- The federal government’s debt service to revenue ratio reached a concerning 111.8% in 2022, as revealed by the Central Bank of Nigeria’s data.
- Under President Buhari’s administration, the ratio has steadily increased since 2015, with the figure reaching 33% that year and culminating in 111.8% in 2022.
- Nigeria’s rising debt burden, coupled with the escalating debt service to revenue ratio, indicates poor financial planning and management, severely limiting the government’s ability to invest in critical sectors and posing long-term implications for the country’s economic stability.
The latest data from the Central Bank of Nigeria reveal the federal government’s debt service to revenue ratio rose to 111.8% in 2022.
This is according to the CBN’s 2022 statistical survey data where most of the country’s fiscal and monetary-based data is reported. The CBN updates the data quarterly. Scroll to the end of the article to see the data used.
The debt service to revenue ratio looks at the ability of a country’s revenue to cover its debt service obligations.
According to the information contained in the data seen by Nairametrics, the government spent N5.65 trillion on debt servicing while only earning about N5 trillion in 2022. This is the highest debt service to revenue ratio recorded in Nigeria’s recent history topping the 96% recorded in 2021.
The high level of debt service to revenue ratio raises serious concerns about the financial management of the current administration led by President Buhari.
CBN data vs Budget Office data
A Nairametrics article published in January indicated the debt service to revenue ratio was 80.7% according to the information contained in the 2023 Budget presentation made by the Minister of Finance.
- The report reveals a total debt service of N5.2 trillion in the first 11 months of 2022 out of a total revenue of N6.49 trillion.
- This figure is different from the central bank data which quotes the FGN Retained Revenue of N5 trillion for the first 12 months of 2023.

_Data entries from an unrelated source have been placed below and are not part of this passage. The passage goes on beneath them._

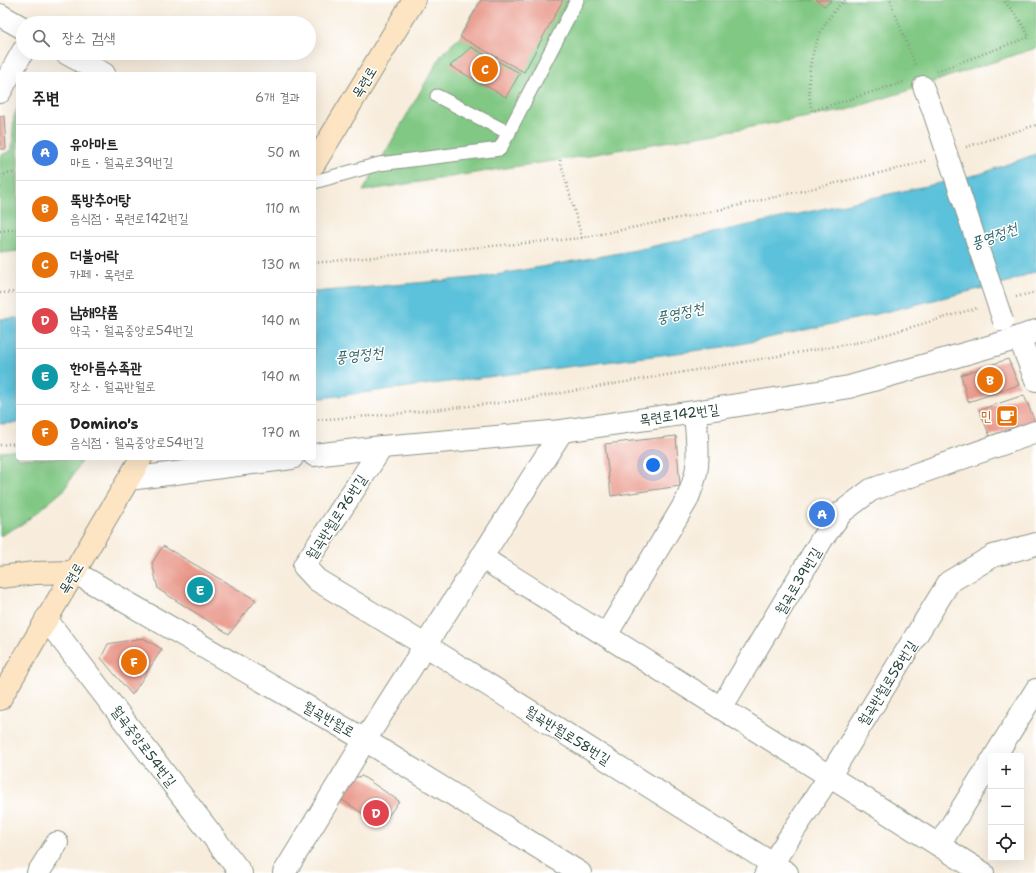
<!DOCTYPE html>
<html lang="ko">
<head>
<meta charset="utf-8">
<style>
  :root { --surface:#fff; --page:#f6f6f6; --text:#222; --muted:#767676; --line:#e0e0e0; --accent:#d1495b }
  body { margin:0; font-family:"Shantell Sans","Poor Story",sans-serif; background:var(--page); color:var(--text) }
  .controls { position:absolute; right:12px; bottom:12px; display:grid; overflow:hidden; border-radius:4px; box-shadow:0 4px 16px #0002 }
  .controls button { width:36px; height:36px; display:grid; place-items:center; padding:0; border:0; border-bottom:1px solid var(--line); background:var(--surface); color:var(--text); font:20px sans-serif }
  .you { position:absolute; left:653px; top:465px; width:14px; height:14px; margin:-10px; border:3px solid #fff; border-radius:50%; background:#1a73e8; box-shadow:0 0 0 6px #1a73e833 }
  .badge { display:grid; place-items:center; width:26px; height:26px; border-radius:50%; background:var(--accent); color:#fff; font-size:13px; font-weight:700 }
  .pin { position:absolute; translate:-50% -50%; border:2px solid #fff; box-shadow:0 1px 4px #0006 }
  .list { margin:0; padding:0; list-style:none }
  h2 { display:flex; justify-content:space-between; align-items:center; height:52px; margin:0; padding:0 16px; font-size:17px }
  h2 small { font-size:13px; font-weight:400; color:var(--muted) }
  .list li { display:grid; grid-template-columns:26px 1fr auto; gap:12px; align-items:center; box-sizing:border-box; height:56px; padding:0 16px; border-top:1px solid var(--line) }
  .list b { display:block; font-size:15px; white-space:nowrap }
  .list p { margin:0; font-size:13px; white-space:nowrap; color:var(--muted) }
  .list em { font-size:13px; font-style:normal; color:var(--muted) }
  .icon { flex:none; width:22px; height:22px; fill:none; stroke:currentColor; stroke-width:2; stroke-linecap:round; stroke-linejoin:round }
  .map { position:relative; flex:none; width:1036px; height:873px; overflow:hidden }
  .search { position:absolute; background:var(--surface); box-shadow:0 4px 16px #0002; left:16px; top:16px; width:300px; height:44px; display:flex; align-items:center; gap:10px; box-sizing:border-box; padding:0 14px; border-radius:22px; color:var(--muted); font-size:15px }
  .panel { position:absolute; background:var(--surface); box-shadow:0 4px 16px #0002; left:16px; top:72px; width:300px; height:388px; border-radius:4px }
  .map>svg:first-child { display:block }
</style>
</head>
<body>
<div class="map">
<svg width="1036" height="873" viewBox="0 0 1036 873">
  <rect width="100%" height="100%" fill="#fff"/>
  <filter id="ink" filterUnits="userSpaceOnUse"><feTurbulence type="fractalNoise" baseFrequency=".025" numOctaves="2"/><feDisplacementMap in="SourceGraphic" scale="8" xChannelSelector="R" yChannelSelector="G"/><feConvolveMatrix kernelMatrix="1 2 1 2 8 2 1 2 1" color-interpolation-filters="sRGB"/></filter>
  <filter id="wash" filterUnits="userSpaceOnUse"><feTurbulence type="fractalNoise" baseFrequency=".012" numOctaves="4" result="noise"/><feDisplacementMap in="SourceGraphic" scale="16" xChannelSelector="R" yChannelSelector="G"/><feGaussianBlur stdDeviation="0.9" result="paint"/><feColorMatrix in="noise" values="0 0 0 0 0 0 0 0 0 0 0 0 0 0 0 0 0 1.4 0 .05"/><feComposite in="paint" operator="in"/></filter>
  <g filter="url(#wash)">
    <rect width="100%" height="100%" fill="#f8eddd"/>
    <g fill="#80c883" stroke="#50825c">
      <polygon points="481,0 1036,0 1036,48 947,77 923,86 843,111 560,160 519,166 363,191 442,54 460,37"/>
      <polygon points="18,107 18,251 0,253 0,156 12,150 14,116"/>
      <polygon points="18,450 18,458 83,458 64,490 24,523 0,536 0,452"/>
    </g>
    <g fill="#5cc1da" stroke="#3e7f87">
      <polygon points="1036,154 1036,271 1008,282 864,317 732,346 314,399 314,292 484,277 636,250 980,174"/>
      <polygon points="18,318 18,423 0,424 0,319"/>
    </g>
    <g id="blocks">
      <g fill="#e9998b">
        <polygon points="481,0 563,0 524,72 460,37"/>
        <polygon points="816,0 832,0 825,6"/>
        <polygon points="471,47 520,73 506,97 450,66"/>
        <polygon points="0,116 4,116 6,149 0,149"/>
        <polygon points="1008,359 1019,385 968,402 961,375"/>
        <polygon points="1024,395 1035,422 990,436 979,410"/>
        <polygon points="676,436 680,486 611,496 605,444"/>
        <polygon points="163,546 256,600 229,634 158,589 152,563"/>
        <polygon points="143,638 162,649 132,695 101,658 108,644"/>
        <polygon points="362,776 399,801 381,826 338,797 349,779"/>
      </g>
    </g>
  </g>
  <g filter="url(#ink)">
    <use href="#blocks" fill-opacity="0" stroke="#8c9588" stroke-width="1"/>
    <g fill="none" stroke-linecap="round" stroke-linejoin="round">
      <g stroke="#8c9588" stroke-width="15">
        <g id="service">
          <polyline points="437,96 509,133"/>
          <polyline points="314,182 379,164 500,149 577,0"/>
        </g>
      </g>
      <g stroke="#8c9588" stroke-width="22">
        <polyline id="pedestrian" points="923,86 932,109"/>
      </g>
      <g stroke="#8c9588" stroke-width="24">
        <g id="minor">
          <polyline points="0,92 23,51"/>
          <polyline points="1019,337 1036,380"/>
          <polyline points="382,447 304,566 317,580 425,645 787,873"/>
          <polyline points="314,455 382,447 562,431 695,412 849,387 1009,341 1036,331"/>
          <polyline points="129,479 292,458"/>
          <polyline points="481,557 983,873"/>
          <polyline points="46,619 241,873"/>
          <path d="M 606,635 L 687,500 C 691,489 696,478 697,466 C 699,448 696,429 695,412"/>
          <polyline points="721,708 822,539 842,512 871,490 1036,432"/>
          <polyline points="995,756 1036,690"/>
          <polyline points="939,845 991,762"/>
          <polyline points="38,873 57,843"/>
          <polyline points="284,873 365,740 562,431"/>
          <polyline points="766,873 829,777 949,582 993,556 1036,544"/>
        </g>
      </g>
      <g stroke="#8c9588" stroke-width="24">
        <g id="tertiary">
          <polyline points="0,15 23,28"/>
          <polyline points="66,53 104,74"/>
          <polyline points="74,572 365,740 580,873"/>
        </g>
      </g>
      <g stroke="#8c9588" stroke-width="24">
        <g id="secondary">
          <polyline points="314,164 414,0"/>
          <polyline points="0,577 35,573 74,572"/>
          <polyline points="0,699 141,458"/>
        </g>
      </g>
      <g stroke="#8c9588" stroke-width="2.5" stroke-dasharray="1 3" stroke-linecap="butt">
        <path d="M 845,0 C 814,28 803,71 812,111 L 904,82"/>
        <polyline points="890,0 916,67"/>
        <path d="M 937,71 L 1029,37 C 1023,23 1013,11 1003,0"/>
        <polyline points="966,147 1036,125"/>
        <polyline points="560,160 582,238"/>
        <polyline points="0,175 18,172"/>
        <polyline points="0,231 18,229"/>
        <polyline points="314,263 414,253 582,238 723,209 901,168 927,160"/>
        <polyline points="0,293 18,292"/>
        <polyline points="1016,297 1036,292"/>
        <polyline points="314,420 384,415 508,402 860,342 977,308"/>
        <polyline points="0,445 18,443"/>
      </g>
      <use href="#service" stroke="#fff" stroke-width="13"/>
      <use href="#pedestrian" stroke="#fff" stroke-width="20"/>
      <use href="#minor" stroke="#fff" stroke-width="22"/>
      <use href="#tertiary" stroke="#fff" stroke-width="22"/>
      <use href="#secondary" stroke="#fde5c4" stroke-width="22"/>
      <g stroke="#8c9588" stroke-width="22" stroke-linecap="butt">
        <polyline id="pedestrian-bridge" points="932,109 1003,321"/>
      </g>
      <use href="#pedestrian-bridge" stroke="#fff" stroke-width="20"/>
    </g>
  </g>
  <defs>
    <g id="cafe-square" transform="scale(1.15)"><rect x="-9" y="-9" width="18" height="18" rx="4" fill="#e8710a" stroke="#fff"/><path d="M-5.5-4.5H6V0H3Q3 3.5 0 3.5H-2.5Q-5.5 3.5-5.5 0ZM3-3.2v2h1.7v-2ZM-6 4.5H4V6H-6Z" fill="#fff"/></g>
  </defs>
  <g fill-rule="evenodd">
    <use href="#cafe-square" x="1007" y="416"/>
  </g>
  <g text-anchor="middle" stroke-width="3" stroke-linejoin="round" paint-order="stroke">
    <g font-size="14" fill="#1f3d34" stroke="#fff">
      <text transform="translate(364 82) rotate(-59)" y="5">목련로</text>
      <text transform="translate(679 414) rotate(-8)" y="5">목련로142번길</text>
      <text transform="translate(336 517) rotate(-57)" y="5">월곡반월로76번길</text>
      <text transform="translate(71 578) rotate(-59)" y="5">목련로</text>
      <text transform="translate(798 581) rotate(-59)" y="5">월곡로39번길</text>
      <text transform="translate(887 683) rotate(-58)" y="5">월곡반월로58번길</text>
      <text transform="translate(329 719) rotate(30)" y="5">월곡반월로</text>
      <text transform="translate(568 735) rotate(32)" y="5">월곡반월로58번길</text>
      <text transform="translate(144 746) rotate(53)" y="5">월곡중앙로54번길</text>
    </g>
    <g font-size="14" fill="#c56008" stroke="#fff" text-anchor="end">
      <text x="992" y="421">민</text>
    </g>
    <g font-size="15" font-style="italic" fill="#316566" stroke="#fff">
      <text transform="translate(994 236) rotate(-20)" y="5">풍영정천</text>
      <text transform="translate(680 313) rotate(-13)" y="5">풍영정천</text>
      <text transform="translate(359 355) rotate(-6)" y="5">풍영정천</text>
    </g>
  </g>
</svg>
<div class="controls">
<button>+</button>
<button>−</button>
<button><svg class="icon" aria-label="locate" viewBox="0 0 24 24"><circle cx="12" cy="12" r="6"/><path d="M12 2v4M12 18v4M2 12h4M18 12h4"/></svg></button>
</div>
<div class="you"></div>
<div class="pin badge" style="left:822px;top:514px;background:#3f7fe0">A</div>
<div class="pin badge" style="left:990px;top:380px;background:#e8710a">B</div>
<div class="pin badge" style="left:485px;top:69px;background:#e8710a">C</div>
<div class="pin badge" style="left:376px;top:813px;background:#e0444e">D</div>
<div class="pin badge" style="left:200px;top:590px;background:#0f9aa8">E</div>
<div class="pin badge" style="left:134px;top:662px;background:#e8710a">F</div>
<div class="search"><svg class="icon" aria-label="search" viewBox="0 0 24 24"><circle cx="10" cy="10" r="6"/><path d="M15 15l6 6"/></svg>장소 검색</div>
<section class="panel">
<h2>주변<small>6개 결과</small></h2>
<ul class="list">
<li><span class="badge" style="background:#3f7fe0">A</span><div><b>유아마트</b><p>마트 · 월곡로39번길</p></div><em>50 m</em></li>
<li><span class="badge" style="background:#e8710a">B</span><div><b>뚝방추어탕</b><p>음식점 · 목련로142번길</p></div><em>110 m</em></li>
<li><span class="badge" style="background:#e8710a">C</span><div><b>더불어락</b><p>카페 · 목련로</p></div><em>130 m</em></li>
<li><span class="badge" style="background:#e0444e">D</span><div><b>남해약품</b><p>약국 · 월곡중앙로54번길</p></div><em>140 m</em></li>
<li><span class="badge" style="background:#0f9aa8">E</span><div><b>한아름수족관</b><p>장소 · 월곡반월로</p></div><em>140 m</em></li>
<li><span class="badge" style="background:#e8710a">F</span><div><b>Domino's</b><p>음식점 · 월곡중앙로54번길</p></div><em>170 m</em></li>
</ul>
</section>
</div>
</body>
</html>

- The apex bank however provides a monthly breakdown of the FG revenues and expenditures.
- Nairametrics opines the difference in the revenue data could be how the central bank defined FG’s actual retained revenue, subtracting grants and other non-directly related revenues.
Debt service is worse under Buhari
A comparison of the debt service to revenue ratio across different years underscores the deteriorating state of Nigeria’s finances under President Buhari.

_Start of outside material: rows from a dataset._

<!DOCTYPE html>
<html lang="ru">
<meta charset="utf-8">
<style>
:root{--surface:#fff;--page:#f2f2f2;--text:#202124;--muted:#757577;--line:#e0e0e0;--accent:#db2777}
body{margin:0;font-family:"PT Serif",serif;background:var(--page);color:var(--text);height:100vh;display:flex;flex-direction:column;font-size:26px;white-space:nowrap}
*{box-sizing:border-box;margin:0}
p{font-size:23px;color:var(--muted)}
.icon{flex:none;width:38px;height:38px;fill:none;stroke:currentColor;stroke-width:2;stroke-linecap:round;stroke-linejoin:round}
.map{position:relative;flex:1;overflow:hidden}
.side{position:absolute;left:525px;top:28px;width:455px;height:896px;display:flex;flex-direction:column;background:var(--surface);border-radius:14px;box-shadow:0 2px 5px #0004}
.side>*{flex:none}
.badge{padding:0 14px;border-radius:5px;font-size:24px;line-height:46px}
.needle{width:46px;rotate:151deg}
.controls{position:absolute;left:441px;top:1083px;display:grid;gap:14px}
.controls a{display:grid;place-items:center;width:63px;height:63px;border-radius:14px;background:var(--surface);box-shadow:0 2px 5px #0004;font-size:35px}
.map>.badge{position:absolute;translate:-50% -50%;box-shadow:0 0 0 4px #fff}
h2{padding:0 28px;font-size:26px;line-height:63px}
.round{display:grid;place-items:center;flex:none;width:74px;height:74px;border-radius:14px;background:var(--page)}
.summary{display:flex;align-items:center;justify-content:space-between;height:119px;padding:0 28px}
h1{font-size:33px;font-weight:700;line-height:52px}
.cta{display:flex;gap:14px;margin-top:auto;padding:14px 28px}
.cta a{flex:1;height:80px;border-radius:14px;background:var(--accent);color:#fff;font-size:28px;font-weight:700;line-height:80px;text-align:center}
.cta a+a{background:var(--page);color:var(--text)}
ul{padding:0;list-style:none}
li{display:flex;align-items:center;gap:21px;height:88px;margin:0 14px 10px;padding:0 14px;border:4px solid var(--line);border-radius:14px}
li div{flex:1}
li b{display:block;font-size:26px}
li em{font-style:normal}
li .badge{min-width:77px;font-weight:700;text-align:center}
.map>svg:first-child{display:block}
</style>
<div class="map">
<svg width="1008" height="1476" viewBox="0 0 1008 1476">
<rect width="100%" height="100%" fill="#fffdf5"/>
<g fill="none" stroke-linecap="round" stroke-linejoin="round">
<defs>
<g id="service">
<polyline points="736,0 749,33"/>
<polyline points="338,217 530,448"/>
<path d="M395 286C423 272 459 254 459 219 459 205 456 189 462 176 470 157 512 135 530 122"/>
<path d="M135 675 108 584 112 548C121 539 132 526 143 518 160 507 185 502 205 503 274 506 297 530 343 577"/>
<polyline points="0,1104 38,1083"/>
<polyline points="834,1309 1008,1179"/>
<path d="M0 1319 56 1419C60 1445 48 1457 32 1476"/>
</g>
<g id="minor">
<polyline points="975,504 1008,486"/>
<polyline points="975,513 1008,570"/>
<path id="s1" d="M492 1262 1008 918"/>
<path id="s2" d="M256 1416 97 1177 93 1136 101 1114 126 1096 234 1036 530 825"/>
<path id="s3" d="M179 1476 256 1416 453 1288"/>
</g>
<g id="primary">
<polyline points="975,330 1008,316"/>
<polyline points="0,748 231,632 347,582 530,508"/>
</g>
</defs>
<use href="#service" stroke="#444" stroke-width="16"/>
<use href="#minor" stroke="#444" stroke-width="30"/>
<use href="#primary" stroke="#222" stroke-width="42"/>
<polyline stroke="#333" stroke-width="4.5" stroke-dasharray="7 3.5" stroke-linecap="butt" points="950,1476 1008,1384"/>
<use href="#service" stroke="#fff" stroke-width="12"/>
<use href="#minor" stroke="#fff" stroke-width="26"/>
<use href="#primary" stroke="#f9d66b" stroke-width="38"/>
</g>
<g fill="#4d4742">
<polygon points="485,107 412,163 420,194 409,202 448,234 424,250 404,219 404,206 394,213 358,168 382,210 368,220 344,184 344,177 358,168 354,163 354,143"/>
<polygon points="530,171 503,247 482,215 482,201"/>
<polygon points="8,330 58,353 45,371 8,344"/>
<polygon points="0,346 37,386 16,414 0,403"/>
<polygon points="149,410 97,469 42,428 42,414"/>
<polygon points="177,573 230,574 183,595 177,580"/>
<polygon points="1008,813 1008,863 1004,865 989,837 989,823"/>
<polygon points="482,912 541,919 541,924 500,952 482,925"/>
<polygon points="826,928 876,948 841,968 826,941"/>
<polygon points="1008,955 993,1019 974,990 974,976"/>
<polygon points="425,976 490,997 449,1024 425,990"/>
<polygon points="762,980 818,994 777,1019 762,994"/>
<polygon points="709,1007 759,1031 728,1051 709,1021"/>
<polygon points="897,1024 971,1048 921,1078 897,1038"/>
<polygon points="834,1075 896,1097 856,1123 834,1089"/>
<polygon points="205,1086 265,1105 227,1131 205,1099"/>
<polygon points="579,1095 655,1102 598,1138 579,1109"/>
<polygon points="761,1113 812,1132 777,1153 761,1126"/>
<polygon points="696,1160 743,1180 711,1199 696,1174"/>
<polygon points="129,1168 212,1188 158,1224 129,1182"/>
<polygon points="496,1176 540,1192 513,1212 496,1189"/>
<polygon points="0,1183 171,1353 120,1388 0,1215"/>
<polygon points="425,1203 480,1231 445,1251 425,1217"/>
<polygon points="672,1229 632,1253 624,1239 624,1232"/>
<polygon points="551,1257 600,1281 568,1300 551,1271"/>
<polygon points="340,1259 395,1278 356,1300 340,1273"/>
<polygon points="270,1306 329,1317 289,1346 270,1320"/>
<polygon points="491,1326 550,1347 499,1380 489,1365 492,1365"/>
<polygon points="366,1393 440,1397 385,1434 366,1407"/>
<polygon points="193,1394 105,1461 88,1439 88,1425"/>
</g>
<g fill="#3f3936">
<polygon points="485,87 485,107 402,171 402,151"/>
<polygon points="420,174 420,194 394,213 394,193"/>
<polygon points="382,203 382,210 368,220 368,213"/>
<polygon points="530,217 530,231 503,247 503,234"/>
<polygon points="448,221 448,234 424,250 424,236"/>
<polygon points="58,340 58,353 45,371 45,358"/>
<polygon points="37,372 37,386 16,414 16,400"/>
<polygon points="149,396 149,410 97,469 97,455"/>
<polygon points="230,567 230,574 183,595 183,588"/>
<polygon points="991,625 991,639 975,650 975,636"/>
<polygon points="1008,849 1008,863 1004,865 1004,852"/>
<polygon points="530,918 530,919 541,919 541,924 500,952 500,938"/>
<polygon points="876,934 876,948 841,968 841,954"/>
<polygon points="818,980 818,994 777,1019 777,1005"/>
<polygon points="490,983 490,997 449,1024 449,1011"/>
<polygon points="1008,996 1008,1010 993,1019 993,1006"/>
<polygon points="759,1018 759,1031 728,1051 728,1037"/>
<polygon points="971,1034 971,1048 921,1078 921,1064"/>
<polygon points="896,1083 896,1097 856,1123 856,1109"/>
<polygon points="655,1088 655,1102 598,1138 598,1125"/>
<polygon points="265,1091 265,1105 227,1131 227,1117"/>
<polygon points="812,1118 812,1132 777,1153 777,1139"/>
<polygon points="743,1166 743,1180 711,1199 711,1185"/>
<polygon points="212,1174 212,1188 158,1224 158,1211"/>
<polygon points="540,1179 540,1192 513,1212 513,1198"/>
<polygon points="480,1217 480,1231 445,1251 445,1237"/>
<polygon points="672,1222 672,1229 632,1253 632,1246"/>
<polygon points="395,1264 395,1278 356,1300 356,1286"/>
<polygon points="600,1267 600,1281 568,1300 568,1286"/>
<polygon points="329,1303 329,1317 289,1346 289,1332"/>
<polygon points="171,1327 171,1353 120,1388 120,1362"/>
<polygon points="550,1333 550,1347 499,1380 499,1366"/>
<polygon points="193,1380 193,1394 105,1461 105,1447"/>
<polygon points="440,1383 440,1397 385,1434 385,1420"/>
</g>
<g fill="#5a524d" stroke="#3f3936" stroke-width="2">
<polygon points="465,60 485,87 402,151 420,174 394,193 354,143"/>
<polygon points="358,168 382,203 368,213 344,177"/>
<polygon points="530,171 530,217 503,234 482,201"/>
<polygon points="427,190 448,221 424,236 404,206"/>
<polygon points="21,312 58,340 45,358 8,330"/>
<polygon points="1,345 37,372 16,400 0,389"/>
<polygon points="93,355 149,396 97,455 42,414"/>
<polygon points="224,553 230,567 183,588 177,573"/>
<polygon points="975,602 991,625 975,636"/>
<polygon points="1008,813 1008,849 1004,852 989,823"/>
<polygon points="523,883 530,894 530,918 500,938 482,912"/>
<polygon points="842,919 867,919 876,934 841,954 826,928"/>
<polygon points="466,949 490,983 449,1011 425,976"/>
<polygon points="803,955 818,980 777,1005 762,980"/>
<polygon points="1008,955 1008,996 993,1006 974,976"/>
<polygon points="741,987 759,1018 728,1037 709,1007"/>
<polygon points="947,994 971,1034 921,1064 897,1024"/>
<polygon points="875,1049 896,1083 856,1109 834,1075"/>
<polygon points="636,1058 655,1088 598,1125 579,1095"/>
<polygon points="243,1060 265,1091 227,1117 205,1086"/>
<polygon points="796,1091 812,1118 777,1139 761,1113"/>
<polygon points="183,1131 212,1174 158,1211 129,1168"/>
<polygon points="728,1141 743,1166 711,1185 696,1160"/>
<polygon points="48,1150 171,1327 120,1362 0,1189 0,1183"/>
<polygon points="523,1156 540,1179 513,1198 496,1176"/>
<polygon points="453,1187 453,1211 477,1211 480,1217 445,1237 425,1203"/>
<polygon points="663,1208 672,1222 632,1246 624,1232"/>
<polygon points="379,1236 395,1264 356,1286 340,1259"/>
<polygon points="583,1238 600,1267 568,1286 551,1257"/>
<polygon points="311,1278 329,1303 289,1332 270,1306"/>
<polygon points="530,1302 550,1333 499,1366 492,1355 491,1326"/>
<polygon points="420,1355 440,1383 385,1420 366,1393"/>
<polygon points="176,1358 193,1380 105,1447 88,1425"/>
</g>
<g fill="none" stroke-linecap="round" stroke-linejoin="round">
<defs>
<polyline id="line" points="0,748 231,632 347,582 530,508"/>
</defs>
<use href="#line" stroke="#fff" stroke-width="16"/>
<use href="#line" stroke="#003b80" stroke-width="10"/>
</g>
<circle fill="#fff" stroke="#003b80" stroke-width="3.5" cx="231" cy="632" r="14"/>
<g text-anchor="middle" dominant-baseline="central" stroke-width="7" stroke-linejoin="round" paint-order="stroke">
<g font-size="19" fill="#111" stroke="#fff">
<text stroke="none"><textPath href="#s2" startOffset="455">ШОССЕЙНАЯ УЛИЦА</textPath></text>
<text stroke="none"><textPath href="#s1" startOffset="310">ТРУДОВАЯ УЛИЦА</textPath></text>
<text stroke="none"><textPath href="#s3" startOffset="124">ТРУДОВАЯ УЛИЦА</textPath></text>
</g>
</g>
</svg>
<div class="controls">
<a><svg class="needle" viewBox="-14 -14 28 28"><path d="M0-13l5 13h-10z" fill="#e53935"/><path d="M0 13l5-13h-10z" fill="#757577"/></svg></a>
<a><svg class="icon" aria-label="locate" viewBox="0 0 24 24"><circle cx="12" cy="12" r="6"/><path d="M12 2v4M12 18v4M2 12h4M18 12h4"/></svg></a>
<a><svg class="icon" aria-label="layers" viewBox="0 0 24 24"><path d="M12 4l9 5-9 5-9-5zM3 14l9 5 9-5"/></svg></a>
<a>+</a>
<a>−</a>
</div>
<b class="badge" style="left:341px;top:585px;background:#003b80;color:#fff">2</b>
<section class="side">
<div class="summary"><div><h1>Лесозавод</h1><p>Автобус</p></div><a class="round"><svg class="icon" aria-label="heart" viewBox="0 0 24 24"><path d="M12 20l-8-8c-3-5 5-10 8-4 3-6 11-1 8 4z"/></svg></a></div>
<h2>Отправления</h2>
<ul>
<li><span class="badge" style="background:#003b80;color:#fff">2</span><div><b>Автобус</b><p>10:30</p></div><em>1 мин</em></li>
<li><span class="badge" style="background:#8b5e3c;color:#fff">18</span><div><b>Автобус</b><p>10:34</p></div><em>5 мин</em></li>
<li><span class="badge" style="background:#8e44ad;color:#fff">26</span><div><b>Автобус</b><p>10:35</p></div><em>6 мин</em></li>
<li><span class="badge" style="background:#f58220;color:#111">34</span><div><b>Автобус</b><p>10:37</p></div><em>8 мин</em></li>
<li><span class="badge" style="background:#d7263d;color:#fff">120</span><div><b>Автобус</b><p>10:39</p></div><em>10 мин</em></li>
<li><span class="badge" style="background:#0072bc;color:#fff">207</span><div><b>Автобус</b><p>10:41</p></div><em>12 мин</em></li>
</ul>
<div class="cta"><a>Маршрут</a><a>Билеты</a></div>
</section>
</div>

- During the presidency of the late President Yar’Adua in 2010, the ratio was a relatively modest 12.3%.
- However, since President Buhari assumed office in 2015, the ratio has shown a steady increase, reaching an alarming 33.0% that year.
- The ratio has continued its upward trajectory, culminating in the troubling figure of 111.8% in 2022.
- Under the previous administration led by President Jonathan, the ratio had already been on the rise, with its highest point recorded at 28.6% in 2014.
- Nevertheless, the Buhari administration has taken the situation to new heights.
Nigeria’s high debt burden
This sustained increase in the debt service to revenue ratio suggests poor financial planning and management, presenting a significant burden on Nigeria’s economy.
Data from the Debt Management Office indicate Nigeria’s total public debt as of December 2022 is N49 trillion without including the Ways and Means which is estimated at N22.8 trillion.
At the end of May 2015 when the Buhari administration came into power, Nigeria’s public debt stock was about N12 trillion.
Nigeria’s rising debt burden has been a source of concern for several years, and the escalating debt service to revenue ratio exacerbates the problem. It severely limits the government’s ability to invest in critical sectors such as infrastructure, education, and healthcare.
This ratio poses long-term implications that could undermine the well-being of the Nigerian people and the overall economic stability of the nation.
Revenue challenges: Between 2016 and 2022 the Nigerian government failed to meet its revenue targets due to falling oil prices and rampant oil theft that has decimated the federal resources.
- For example, in 2021 the government targeted revenue of N8.1 trillion but was only able to generate N6.1 trillion leaving a revenue shortfall of N2 trillion. However, its total debt service incurred for that year was N4.2 trillion.
- This is according to the information contained in the Medium Term Expenditure Framework 2023-2025 of the Budget Office.
- In the first 11 months of 2022, it has only generated N6.4 trillion in revenues compared to the prorated target of N7.4 trillion. However, the government has also incurred about N5 trillion in non-debt expenditures.